** DATA FOR PROCESSING follows **
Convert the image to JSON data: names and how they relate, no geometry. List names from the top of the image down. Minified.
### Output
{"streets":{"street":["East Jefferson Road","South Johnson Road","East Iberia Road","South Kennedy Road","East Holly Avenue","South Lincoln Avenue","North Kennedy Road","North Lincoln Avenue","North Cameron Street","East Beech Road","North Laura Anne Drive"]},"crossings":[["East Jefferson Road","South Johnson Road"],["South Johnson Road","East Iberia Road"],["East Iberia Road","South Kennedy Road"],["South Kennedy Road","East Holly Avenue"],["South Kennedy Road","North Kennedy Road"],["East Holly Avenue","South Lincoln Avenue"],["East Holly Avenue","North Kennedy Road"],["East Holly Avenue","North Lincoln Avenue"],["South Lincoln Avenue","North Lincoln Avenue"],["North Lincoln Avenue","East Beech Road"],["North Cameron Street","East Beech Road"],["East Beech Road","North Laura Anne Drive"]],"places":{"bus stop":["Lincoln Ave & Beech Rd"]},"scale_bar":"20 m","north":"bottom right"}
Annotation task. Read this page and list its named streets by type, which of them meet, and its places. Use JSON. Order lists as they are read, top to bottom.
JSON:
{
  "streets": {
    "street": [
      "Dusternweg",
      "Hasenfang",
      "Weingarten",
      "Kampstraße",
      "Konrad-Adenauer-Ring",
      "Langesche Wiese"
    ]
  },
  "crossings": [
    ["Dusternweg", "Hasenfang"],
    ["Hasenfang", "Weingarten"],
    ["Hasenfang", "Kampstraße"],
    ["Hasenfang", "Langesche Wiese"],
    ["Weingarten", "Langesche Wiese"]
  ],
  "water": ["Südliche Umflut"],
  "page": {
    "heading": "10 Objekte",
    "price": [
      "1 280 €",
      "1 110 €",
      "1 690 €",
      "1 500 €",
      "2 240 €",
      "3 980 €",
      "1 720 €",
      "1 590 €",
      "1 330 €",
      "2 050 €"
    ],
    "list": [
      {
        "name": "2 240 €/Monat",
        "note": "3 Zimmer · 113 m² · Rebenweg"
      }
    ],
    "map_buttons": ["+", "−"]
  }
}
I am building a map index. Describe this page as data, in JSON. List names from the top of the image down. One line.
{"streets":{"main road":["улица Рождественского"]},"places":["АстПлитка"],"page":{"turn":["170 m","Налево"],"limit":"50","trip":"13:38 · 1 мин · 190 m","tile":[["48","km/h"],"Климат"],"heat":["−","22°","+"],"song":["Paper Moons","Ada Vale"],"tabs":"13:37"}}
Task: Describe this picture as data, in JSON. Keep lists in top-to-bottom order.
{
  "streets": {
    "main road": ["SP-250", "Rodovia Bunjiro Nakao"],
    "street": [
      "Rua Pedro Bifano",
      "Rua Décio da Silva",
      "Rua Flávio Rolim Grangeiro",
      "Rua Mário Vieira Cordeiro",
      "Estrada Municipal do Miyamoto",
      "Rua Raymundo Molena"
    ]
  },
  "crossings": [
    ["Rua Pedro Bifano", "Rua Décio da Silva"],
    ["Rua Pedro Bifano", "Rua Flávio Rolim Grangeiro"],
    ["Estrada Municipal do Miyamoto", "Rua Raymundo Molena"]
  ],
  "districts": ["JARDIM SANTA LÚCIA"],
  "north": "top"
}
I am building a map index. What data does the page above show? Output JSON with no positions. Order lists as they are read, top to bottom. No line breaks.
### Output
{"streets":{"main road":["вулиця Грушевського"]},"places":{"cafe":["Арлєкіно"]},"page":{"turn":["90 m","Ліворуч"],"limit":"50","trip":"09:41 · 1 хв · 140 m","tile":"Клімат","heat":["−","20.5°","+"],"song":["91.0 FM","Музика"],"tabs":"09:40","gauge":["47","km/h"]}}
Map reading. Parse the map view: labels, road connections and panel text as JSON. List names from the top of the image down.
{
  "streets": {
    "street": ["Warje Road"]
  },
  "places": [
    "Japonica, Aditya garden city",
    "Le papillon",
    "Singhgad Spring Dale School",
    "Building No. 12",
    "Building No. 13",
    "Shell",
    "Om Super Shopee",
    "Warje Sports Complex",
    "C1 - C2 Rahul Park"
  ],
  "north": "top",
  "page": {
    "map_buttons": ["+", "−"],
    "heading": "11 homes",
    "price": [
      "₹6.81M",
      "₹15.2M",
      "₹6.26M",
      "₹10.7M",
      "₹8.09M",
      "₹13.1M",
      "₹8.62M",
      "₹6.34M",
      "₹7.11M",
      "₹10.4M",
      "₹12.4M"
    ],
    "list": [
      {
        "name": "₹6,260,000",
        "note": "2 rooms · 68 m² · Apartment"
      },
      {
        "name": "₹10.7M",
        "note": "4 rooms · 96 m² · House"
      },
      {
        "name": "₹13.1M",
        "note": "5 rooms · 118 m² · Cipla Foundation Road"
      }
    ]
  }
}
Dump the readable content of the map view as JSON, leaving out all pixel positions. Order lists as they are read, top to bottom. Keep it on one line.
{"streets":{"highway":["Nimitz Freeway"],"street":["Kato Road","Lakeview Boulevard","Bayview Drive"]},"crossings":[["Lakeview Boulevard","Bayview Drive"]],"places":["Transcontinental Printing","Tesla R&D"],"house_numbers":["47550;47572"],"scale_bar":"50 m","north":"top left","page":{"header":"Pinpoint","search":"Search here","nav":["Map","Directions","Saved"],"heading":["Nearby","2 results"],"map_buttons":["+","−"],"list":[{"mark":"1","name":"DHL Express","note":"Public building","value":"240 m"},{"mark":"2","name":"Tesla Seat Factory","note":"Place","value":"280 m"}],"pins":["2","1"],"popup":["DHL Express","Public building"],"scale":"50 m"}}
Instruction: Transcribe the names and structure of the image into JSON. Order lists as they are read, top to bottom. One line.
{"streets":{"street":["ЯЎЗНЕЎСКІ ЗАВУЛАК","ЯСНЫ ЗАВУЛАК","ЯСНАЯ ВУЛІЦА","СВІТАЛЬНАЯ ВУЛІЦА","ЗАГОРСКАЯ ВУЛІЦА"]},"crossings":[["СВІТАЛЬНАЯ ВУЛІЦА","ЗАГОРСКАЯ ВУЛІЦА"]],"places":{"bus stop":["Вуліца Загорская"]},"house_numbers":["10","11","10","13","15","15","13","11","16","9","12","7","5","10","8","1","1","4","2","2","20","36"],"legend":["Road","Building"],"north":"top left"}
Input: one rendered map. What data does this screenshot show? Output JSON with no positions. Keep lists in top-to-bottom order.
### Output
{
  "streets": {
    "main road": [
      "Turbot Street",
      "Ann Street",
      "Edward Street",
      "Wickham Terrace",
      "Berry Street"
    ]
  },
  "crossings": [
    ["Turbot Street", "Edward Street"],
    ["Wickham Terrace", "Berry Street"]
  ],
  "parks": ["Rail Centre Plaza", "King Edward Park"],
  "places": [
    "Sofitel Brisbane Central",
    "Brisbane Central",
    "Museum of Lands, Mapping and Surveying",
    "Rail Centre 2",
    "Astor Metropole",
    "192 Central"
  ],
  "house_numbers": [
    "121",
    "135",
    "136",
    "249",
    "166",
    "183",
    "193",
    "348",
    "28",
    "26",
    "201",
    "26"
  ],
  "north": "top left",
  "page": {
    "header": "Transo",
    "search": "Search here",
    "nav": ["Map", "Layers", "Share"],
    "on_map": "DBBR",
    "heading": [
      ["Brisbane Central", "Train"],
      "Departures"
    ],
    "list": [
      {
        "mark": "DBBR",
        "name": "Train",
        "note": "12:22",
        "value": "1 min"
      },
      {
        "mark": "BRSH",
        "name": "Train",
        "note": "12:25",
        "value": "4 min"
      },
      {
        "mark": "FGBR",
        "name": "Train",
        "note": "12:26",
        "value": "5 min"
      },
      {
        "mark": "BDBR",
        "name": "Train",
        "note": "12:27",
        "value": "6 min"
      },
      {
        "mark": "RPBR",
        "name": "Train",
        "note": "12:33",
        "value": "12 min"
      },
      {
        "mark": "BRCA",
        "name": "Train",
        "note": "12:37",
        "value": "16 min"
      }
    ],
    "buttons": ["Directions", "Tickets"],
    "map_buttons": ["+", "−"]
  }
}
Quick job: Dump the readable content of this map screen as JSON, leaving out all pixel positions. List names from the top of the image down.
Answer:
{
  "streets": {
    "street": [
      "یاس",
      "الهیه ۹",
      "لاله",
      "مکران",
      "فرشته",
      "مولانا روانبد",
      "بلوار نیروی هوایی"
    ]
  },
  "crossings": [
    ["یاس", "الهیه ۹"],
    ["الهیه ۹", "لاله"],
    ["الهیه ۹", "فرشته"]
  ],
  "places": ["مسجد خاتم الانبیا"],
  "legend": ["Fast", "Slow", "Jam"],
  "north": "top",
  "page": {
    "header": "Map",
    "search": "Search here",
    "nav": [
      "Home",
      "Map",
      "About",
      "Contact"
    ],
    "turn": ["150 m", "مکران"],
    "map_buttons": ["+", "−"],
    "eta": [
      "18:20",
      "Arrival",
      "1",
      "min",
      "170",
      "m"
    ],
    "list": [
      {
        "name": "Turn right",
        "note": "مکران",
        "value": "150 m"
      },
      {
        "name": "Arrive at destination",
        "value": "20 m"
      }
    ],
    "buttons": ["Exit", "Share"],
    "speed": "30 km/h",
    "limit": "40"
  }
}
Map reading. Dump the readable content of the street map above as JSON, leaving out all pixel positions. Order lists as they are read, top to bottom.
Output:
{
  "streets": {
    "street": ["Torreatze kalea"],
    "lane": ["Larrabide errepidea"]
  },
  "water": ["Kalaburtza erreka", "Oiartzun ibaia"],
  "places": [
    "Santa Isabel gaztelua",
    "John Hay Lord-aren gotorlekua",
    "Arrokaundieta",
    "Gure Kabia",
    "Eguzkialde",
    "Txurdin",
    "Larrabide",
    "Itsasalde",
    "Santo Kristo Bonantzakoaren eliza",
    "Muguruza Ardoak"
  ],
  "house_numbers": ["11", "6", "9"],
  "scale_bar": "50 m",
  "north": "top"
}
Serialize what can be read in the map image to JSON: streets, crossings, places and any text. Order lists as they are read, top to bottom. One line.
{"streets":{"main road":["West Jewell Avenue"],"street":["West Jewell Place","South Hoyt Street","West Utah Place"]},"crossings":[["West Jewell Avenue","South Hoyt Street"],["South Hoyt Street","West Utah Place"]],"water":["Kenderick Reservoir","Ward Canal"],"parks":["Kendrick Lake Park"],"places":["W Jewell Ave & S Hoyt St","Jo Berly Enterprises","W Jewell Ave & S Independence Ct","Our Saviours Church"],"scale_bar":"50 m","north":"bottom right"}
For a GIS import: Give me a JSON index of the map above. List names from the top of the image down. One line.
** End of DATA FOR PROCESSING **
WHAT YOU HAVE TO DO:
Write out exactly the lines that fall from the line with "Instruction: Transcribe the" to the line with "Input: one rendered" in the records above, keeping both ends.

YOUR SOLUTION:
Instruction: Transcribe the names and structure of the image into JSON. Order lists as they are read, top to bottom. One line.
{"streets":{"street":["ЯЎЗНЕЎСКІ ЗАВУЛАК","ЯСНЫ ЗАВУЛАК","ЯСНАЯ ВУЛІЦА","СВІТАЛЬНАЯ ВУЛІЦА","ЗАГОРСКАЯ ВУЛІЦА"]},"crossings":[["СВІТАЛЬНАЯ ВУЛІЦА","ЗАГОРСКАЯ ВУЛІЦА"]],"places":{"bus stop":["Вуліца Загорская"]},"house_numbers":["10","11","10","13","15","15","13","11","16","9","12","7","5","10","8","1","1","4","2","2","20","36"],"legend":["Road","Building"],"north":"top left"}
Input: one rendered map. What data does this screenshot show? Output JSON with no positions. Keep lists in top-to-bottom order.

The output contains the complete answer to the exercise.